Set II experiments increased probe concentration by reducing the hybridization area. A 22x22 mm area corresponds to 484 mm². If 1µg of probe is used in this area it means that a Weight Specific Surface Area is about 2ng/mm². Thus, operating on a reduced area, e.g. 100 mm², it will be sufficient to drop only 200ng of the probe instead of 1µg. By adopting this system of hybridization area reduction it is possible to increase the concentration of the probe without using a higher amount of probe.
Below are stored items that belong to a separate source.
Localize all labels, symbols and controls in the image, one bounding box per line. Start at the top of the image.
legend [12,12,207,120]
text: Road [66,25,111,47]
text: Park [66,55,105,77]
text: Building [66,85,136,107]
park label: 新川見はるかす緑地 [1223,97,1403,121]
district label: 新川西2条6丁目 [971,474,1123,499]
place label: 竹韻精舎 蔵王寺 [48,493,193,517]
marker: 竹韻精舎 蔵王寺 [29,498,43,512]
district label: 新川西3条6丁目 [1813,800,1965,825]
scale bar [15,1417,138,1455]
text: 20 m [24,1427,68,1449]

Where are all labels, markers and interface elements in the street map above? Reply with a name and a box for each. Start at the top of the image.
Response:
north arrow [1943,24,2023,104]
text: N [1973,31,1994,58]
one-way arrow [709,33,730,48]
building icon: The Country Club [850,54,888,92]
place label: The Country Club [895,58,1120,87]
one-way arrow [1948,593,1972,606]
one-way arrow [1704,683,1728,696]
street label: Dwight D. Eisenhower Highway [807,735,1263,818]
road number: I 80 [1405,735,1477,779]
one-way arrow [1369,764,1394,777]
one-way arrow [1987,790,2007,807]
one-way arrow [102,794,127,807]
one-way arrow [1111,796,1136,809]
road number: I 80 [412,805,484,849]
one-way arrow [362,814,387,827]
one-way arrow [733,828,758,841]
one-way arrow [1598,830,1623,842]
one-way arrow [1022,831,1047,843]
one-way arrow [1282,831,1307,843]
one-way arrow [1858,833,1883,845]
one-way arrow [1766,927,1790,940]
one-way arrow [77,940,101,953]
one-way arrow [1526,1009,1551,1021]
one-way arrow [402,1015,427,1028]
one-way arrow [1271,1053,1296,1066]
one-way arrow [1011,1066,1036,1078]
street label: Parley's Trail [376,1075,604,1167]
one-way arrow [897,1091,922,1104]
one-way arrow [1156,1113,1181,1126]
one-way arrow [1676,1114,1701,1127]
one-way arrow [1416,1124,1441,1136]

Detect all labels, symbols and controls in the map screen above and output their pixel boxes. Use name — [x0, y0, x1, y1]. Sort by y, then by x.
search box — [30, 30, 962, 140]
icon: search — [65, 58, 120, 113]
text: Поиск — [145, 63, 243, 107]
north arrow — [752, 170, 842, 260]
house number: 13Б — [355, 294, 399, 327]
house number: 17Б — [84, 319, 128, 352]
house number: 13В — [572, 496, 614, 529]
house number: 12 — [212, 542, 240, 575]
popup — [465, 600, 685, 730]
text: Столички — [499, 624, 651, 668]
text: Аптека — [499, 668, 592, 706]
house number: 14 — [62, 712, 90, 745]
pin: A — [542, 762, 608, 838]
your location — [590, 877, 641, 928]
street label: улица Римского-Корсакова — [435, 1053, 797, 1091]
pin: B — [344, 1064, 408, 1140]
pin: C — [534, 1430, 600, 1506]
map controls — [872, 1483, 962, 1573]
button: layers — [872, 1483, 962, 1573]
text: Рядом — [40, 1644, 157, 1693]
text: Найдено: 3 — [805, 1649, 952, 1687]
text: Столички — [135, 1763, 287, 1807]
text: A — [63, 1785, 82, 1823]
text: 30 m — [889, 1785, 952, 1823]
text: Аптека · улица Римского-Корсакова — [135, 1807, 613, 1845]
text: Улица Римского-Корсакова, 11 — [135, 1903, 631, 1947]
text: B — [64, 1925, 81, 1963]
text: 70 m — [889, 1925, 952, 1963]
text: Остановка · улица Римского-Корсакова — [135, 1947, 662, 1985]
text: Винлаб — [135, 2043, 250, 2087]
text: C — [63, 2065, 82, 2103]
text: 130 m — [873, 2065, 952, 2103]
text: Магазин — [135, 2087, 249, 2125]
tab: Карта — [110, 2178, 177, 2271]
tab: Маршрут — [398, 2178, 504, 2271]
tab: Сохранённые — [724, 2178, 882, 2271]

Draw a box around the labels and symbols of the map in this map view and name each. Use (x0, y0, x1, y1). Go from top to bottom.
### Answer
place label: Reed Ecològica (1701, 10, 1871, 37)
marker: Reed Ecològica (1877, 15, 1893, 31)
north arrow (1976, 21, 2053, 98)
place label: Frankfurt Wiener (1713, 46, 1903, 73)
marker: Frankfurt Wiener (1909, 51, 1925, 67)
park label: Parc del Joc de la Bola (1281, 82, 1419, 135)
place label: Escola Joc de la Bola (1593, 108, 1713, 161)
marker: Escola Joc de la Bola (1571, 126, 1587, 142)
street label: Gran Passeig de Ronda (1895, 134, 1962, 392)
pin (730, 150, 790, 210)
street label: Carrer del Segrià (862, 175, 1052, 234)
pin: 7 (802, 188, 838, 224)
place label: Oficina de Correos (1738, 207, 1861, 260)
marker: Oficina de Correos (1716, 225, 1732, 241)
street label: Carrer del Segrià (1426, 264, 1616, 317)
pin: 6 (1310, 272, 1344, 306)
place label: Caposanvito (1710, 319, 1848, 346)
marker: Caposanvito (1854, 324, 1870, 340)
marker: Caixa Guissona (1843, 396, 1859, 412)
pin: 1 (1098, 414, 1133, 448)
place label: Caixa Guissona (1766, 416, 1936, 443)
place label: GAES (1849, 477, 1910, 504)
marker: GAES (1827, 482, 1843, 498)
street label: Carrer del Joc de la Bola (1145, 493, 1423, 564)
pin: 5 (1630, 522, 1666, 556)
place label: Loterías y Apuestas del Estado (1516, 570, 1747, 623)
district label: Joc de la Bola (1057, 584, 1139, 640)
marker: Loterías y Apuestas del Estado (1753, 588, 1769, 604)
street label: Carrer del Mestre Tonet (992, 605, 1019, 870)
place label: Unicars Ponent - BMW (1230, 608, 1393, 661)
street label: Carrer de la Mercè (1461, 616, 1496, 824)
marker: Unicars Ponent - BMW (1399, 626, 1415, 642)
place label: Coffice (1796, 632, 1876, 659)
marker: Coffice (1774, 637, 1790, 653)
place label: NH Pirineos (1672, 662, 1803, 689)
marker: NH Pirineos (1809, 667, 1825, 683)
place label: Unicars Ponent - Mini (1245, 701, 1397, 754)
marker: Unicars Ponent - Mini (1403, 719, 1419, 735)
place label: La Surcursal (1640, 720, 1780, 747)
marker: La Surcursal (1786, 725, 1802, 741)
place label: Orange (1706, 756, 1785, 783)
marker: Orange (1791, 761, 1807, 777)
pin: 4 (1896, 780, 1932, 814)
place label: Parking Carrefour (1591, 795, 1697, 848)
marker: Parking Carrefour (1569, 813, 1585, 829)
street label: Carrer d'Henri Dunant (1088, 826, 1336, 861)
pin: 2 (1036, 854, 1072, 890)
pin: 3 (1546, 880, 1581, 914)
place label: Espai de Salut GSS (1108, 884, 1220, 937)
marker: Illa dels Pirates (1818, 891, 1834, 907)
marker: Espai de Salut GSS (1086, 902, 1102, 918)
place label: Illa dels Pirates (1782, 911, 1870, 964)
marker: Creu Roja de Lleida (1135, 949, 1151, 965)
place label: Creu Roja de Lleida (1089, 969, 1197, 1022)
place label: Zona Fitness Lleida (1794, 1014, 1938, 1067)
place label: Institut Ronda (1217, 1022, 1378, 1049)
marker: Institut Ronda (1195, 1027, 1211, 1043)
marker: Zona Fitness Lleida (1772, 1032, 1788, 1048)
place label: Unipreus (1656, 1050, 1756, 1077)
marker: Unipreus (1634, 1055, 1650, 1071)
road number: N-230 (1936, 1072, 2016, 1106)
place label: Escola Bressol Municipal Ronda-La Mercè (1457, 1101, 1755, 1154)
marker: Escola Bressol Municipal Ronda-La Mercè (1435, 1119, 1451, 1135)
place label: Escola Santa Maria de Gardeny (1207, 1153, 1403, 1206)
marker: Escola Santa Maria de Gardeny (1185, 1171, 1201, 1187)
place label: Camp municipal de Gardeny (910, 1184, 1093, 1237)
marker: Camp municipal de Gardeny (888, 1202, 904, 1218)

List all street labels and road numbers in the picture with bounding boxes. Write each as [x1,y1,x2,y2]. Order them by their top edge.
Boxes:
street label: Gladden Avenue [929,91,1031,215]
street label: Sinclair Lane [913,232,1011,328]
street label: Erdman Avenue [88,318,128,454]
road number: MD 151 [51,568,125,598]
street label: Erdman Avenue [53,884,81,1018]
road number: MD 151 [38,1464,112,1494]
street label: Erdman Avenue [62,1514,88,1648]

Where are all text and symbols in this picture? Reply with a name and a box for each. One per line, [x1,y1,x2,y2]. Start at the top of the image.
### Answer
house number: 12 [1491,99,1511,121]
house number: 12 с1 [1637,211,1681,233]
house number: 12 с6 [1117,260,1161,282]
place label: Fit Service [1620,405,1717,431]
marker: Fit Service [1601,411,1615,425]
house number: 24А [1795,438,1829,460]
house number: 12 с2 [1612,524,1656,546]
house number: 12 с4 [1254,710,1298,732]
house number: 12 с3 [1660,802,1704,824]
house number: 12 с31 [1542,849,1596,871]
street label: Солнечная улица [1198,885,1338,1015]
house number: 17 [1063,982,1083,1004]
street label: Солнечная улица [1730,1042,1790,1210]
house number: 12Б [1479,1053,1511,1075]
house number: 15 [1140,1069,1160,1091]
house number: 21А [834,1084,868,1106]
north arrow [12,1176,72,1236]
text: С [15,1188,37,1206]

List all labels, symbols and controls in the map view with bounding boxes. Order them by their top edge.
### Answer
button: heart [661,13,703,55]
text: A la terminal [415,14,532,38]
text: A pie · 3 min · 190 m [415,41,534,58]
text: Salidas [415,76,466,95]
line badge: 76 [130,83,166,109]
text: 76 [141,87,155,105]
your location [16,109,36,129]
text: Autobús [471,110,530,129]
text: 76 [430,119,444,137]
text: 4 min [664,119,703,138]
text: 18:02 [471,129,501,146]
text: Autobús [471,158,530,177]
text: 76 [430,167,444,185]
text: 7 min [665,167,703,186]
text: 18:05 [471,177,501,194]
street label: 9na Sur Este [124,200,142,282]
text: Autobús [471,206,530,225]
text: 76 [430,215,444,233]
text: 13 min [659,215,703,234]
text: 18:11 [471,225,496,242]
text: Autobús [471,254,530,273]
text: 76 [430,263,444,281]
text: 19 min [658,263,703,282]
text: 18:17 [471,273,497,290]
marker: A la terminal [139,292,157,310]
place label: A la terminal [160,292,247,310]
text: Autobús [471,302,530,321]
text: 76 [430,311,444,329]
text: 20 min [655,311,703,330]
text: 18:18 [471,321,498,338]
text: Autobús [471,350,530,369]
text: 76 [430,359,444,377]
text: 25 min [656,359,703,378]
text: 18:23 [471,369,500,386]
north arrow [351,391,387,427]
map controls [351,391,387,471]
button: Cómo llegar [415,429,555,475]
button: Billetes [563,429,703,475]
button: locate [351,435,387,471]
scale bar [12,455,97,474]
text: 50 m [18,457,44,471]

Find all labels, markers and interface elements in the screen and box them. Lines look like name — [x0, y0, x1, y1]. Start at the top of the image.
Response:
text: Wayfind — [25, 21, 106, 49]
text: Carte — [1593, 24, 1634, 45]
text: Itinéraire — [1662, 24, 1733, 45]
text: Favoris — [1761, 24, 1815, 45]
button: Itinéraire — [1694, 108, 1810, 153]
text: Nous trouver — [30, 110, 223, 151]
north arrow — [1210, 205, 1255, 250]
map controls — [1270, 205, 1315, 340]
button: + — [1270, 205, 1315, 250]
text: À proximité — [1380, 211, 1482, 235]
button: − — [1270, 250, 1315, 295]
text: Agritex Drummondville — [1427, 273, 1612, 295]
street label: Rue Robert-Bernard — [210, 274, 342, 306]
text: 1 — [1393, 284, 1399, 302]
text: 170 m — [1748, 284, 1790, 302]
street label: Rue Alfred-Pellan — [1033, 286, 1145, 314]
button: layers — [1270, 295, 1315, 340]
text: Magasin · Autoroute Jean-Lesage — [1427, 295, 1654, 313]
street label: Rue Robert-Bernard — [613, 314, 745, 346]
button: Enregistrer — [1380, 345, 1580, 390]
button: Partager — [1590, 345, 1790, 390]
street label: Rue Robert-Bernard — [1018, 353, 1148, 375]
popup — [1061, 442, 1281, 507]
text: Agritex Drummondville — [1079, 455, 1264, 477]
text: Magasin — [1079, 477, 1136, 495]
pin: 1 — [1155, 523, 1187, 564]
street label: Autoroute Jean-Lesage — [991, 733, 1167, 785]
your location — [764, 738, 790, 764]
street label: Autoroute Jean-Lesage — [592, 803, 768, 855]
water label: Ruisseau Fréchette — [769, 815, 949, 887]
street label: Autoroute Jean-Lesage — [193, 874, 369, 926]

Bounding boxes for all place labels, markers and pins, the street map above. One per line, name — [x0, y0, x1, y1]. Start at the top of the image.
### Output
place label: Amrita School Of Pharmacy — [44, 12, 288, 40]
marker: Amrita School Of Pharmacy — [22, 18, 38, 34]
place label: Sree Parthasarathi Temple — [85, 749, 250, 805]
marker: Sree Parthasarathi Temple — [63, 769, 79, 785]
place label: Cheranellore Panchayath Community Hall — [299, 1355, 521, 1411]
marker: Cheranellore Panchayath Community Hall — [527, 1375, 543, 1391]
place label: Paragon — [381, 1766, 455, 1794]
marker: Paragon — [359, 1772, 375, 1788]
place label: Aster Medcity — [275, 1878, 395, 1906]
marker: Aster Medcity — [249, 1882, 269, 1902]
The best results obtained with this procedure (Fig. 2b-2d)used 300ng of labeled probe in 4µl of Hybridization Mix in areas of 12x12 mm or 13 mm diameter (P/B ratio 1:25).

Improved protocol provided uniform and clean hybridization without any, or very little, requirement for image editing using more than 1µg of labeled probe and about 72 h of incubation in moist chamber at 37°C.

A few of the chromosomes contained mixed fluorescence along the arms (Fig. 2c–d), suggesting the occurrence of intergenomic exchanges (Rampin et al. 2010). However, though a tentative karyotype was built for distinct triploid (PAA) females, since parental chromosome sets are grossly very similar and constituted by a high number of relatively small chromosomes, we can not confirm the patterns of exchanges and identify the individual chromosomes that are involved (Fig. 2d’).

In vertebrates, intergenomic interactions have only been demonstrated by GISH in allopolyploid salamanders (Bi et al. 2007a, 2008, 2009, 2010). According to Zalesna et al. (2011) there were no such evidences in the hybridogenetic Pelophylax esculentus though only diploid hybrids were analysed. The results we have obtained confirm the power of GISH to define genomic composition in hybrids and to visualize interchromosomal exchanges (if present) even when dealing with hybrids of parental species having small chromosomes and C-values. Thus with the described improvements, GISH methodology will likely have a much wider application and be very helpful for cytogeneticists, when coupled with other molecular approaches, to unravel genome restructuring processes also in animal hybrid complexes.